A Lay Cistercian Looks at Spiritual Reality
I can remember watching the monks at St. Meinrad while they filed in for Conventional Mass on Sunday. They had eyes down in the process in and out of the Archabbey Church and also during the Eucharist.
I asked my classmate, also a monk, why they had eyes down. He said it was to remind them of who they are in the sight of God.
In this Lectio Divina today, I am reminded of how much the custody of the eyes is part of my Lay Cistercian prayer life.

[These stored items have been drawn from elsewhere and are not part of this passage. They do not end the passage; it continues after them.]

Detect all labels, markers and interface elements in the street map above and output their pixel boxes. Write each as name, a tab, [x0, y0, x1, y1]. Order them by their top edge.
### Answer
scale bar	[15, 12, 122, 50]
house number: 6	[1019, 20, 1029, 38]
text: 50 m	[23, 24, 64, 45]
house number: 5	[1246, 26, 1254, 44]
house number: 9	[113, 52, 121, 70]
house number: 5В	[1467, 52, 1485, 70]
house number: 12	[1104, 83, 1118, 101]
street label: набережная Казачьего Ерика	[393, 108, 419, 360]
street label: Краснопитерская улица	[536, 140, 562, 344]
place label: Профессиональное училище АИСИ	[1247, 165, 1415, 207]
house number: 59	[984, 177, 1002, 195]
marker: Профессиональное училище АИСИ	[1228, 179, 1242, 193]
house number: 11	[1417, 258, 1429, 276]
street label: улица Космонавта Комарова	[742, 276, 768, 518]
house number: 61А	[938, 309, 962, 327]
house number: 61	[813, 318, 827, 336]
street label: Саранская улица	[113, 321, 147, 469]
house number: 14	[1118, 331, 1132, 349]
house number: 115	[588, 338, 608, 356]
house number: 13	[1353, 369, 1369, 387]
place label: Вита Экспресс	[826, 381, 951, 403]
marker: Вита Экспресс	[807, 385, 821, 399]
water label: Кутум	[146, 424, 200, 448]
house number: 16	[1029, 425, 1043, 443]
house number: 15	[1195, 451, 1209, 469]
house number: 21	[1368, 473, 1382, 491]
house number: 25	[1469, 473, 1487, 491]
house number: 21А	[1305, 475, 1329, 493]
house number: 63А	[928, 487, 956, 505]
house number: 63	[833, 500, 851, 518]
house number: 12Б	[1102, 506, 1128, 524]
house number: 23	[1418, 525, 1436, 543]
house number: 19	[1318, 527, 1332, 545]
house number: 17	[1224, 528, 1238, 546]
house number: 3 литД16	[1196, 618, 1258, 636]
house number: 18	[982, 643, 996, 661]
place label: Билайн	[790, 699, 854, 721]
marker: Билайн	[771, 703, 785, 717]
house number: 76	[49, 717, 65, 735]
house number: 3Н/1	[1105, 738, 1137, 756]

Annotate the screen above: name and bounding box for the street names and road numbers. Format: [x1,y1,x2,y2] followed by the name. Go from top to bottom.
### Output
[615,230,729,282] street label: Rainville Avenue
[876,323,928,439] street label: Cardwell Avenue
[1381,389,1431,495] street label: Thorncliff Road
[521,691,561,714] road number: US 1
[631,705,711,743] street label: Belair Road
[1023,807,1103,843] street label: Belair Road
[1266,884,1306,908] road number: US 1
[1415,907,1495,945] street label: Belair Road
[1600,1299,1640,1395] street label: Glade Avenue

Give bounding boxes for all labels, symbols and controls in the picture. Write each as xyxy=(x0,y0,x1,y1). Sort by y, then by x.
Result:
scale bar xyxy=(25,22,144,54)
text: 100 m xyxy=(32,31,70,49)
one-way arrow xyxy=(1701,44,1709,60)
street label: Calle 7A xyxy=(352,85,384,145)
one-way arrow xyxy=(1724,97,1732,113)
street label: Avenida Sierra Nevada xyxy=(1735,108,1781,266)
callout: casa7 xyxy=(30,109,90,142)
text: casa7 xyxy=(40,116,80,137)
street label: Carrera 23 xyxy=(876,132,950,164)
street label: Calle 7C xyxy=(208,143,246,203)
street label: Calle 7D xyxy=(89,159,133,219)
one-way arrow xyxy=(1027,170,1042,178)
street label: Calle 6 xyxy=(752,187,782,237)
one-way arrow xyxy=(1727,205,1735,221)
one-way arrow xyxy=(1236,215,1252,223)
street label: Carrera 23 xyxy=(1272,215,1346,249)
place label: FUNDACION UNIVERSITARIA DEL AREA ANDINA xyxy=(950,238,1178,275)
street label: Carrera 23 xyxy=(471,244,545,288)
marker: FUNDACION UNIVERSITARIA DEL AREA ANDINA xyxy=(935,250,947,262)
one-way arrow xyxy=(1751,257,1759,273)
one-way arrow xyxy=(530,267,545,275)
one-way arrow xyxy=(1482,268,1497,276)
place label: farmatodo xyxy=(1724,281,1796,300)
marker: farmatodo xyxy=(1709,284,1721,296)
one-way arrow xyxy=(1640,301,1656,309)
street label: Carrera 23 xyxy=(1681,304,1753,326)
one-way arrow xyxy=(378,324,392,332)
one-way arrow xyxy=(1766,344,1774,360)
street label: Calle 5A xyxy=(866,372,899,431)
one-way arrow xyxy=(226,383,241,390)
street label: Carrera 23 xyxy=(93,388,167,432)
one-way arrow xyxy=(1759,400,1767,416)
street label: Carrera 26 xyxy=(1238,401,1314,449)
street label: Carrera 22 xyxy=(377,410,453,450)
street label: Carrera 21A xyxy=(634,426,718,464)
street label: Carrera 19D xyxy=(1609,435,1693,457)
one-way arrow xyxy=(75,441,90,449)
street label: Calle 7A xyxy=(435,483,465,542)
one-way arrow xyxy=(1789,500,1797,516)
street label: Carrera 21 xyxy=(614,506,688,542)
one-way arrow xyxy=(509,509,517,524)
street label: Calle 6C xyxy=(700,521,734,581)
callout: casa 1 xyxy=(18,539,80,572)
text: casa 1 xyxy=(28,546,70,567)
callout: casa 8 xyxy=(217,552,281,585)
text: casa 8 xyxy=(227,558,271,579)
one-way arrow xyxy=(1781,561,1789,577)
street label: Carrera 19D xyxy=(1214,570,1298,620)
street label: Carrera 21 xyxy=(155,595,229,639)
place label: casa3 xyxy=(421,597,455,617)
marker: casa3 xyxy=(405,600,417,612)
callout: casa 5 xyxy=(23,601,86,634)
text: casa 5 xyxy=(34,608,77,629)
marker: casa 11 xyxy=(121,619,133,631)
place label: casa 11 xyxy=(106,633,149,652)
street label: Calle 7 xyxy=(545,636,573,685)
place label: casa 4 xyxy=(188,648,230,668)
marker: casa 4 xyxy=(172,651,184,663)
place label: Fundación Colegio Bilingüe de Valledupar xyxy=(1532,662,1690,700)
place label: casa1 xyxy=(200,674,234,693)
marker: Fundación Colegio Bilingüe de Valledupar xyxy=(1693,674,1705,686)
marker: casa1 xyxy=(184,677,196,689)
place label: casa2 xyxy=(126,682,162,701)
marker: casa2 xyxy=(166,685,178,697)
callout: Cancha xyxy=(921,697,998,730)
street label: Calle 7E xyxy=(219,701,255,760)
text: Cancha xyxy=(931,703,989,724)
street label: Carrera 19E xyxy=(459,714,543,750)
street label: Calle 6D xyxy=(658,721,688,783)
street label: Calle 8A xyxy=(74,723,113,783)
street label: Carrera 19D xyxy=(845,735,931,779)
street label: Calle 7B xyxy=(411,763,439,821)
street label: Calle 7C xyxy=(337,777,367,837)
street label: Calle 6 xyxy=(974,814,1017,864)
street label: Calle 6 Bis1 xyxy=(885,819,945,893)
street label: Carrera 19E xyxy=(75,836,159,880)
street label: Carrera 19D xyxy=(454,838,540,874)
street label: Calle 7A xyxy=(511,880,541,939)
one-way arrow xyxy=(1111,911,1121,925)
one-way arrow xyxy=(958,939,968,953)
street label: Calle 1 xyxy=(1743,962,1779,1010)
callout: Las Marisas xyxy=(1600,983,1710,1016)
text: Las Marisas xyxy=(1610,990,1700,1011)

We are urged to “listen with the ear of the heart,” but also to keep our wandering eyes in check so that we only focus on Christ in any of our prayers.
Here are fragments of leftover Lectio Divine in seven baskets, just as Christ did when he fed the multitude.
Jesus addressed this parable
to those who were convinced of their own righteousness
and despised everyone else.
“Two people went up to the temple area to pray;
one was a Pharisee and the other was a tax collector.
The Pharisee took up his position and spoke this prayer to himself,
‘O God, I thank you that I am not like the rest of humanity —
greedy, dishonest, adulterous — or even like this tax collector.
I fast twice a week, and I pay tithes on my whole income.’
But the tax collector stood off at a distance
and would not even raise his eyes to heaven
but beat his breast and prayed,
‘O God, be merciful to me a sinner.’
I tell you, the latter went home justified, not the former;
for whoever exalts himself will be humbled,
and the one who humbles himself will be exalted.”